===== Exercise inputs
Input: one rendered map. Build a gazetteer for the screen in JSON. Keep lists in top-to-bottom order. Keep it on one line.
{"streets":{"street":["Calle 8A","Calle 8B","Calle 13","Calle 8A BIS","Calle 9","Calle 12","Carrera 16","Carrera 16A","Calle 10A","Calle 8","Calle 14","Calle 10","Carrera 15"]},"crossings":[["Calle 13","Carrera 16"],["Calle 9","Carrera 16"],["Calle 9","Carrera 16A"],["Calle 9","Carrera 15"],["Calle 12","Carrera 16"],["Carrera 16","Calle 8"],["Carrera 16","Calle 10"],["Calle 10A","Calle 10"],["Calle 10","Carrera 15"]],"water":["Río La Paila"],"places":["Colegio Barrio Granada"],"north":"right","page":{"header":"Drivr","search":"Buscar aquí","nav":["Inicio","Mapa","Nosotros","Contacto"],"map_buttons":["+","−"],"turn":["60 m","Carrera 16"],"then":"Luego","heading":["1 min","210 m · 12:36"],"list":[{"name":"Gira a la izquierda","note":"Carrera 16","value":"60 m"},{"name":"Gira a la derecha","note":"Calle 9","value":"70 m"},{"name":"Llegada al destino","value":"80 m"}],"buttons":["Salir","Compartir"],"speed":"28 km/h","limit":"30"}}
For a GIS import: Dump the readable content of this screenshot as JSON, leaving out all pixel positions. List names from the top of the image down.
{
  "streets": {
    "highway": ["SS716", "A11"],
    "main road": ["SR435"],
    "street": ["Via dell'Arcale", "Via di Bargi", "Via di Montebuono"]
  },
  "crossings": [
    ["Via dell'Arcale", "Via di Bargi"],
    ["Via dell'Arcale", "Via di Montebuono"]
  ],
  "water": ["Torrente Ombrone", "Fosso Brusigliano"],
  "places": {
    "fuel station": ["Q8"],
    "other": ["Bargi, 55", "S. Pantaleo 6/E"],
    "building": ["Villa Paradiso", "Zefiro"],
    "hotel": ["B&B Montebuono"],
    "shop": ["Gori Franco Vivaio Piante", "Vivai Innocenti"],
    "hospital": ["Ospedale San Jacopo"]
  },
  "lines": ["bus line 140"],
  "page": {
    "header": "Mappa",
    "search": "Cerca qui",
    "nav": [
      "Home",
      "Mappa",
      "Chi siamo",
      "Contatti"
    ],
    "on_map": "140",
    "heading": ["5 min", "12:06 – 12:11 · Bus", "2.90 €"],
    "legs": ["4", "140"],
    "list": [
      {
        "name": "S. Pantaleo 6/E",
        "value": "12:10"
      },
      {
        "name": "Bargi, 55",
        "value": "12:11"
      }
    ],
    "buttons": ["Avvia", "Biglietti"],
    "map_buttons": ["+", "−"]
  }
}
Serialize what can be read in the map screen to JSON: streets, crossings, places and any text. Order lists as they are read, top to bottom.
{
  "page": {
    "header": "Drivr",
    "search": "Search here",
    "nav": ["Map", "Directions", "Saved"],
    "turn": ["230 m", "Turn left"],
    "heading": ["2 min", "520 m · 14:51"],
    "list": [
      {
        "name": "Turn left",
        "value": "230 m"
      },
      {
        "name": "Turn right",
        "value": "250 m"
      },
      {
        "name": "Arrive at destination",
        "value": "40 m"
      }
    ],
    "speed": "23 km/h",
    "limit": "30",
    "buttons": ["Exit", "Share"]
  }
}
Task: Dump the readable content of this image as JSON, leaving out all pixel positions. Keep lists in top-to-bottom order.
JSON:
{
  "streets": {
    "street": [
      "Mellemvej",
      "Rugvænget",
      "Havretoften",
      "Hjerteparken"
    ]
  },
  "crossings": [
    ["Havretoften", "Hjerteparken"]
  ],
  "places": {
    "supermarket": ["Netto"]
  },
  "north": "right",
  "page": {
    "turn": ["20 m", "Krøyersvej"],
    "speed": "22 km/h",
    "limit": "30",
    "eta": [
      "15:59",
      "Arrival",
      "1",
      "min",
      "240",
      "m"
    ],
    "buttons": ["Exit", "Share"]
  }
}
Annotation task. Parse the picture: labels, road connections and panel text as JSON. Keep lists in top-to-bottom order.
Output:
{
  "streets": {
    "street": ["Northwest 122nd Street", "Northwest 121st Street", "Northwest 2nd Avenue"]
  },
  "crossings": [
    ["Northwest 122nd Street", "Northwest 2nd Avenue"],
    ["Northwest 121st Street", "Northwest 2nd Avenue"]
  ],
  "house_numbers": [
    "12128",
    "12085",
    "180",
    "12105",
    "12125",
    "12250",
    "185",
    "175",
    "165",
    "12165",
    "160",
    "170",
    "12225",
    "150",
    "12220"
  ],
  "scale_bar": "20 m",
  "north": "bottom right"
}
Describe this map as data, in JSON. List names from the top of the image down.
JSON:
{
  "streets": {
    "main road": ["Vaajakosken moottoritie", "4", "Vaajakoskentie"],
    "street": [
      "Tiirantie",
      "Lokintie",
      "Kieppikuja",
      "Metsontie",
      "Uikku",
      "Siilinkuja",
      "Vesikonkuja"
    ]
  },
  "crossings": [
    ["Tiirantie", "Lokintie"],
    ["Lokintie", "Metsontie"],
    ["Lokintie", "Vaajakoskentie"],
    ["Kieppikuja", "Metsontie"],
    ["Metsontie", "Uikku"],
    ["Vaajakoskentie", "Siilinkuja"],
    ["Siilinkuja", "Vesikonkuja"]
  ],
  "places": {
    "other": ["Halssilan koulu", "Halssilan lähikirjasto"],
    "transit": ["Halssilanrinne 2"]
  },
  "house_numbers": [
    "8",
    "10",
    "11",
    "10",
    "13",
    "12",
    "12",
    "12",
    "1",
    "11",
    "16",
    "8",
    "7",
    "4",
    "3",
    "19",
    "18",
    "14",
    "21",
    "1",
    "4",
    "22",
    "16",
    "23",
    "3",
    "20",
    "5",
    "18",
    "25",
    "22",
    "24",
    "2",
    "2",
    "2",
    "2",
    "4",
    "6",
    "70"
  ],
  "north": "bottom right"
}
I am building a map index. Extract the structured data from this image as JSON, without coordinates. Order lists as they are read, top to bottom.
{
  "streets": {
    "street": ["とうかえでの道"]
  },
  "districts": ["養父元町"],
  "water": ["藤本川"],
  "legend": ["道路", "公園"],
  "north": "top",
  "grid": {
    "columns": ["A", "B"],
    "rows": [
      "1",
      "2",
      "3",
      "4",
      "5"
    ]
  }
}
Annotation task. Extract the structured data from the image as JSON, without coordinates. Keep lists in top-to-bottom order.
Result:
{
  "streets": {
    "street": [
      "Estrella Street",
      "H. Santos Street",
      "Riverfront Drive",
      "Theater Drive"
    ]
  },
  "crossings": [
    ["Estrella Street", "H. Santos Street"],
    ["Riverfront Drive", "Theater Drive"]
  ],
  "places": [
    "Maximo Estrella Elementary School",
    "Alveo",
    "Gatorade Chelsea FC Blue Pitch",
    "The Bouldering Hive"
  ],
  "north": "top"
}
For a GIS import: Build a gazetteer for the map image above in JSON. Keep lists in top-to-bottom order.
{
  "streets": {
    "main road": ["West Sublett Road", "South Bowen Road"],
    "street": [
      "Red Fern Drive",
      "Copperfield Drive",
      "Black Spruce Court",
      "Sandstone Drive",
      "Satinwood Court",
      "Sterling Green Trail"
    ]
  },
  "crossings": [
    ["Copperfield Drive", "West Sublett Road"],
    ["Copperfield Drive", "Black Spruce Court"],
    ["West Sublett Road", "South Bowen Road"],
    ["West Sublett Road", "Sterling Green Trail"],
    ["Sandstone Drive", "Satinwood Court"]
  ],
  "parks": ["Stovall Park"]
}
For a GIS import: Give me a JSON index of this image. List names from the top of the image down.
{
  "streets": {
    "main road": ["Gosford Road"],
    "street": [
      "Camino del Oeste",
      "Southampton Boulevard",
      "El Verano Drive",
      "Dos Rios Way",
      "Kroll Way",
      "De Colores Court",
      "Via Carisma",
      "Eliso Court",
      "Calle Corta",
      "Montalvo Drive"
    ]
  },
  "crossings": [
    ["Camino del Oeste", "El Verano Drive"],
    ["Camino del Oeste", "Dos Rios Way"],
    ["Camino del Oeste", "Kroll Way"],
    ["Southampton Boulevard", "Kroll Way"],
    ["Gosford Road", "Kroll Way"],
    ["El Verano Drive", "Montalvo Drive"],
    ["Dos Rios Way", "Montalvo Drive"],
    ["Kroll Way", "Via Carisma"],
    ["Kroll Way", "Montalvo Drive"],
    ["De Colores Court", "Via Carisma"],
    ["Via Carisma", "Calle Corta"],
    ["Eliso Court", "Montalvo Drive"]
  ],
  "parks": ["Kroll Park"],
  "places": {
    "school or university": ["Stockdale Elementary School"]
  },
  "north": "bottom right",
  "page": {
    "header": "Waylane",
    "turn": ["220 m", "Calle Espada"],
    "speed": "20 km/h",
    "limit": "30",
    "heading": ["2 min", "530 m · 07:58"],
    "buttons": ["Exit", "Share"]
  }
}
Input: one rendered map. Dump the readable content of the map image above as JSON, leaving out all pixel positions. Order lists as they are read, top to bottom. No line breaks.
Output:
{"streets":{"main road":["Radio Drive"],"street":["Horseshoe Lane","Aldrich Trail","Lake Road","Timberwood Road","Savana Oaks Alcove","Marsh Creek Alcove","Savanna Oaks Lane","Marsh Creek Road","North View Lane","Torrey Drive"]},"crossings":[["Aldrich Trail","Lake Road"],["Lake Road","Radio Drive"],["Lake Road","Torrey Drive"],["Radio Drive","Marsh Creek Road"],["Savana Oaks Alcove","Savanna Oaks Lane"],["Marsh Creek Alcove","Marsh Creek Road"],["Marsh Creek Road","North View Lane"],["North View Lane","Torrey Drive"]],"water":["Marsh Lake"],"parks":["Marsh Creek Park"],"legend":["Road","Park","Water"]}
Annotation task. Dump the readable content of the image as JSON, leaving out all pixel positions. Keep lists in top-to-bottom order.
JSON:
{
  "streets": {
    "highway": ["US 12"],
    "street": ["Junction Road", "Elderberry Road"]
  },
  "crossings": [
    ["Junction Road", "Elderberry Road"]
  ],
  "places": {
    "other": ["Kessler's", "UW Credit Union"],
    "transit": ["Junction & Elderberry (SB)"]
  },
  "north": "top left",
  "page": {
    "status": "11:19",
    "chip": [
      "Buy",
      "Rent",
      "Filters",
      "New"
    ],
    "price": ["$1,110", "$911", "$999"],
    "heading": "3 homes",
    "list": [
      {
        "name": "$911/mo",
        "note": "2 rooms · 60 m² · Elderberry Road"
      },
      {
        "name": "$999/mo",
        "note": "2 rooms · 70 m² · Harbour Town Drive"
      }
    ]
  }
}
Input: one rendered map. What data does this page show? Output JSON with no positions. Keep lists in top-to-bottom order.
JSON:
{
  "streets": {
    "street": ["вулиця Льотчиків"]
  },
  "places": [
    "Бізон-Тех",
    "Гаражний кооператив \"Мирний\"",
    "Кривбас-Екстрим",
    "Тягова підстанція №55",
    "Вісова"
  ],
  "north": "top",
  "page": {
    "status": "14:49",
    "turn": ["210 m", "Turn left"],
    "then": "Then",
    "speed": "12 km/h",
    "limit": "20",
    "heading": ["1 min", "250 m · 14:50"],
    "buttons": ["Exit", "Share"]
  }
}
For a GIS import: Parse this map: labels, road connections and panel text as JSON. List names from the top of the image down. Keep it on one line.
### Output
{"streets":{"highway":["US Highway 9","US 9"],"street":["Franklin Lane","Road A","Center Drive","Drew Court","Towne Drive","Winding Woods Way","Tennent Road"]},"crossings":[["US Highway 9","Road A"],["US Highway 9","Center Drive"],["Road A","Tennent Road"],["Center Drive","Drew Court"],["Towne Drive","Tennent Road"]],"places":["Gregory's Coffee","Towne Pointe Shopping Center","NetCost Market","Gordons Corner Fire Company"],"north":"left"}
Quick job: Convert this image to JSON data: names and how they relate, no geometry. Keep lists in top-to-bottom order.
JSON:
==========
Using the entries shown above, reproduce verbatim the lines from the line bearing "Serialize what can" to the line bearing "Task: Dump the", inclusive.

Reply
Serialize what can be read in the map screen to JSON: streets, crossings, places and any text. Order lists as they are read, top to bottom.
{
  "page": {
    "header": "Drivr",
    "search": "Search here",
    "nav": ["Map", "Directions", "Saved"],
    "turn": ["230 m", "Turn left"],
    "heading": ["2 min", "520 m · 14:51"],
    "list": [
      {
        "name": "Turn left",
        "value": "230 m"
      },
      {
        "name": "Turn right",
        "value": "250 m"
      },
      {
        "name": "Arrive at destination",
        "value": "40 m"
      }
    ],
    "speed": "23 km/h",
    "limit": "30",
    "buttons": ["Exit", "Share"]
  }
}
Task: Dump the readable content of this image as JSON, leaving out all pixel positions. Keep lists in top-to-bottom order.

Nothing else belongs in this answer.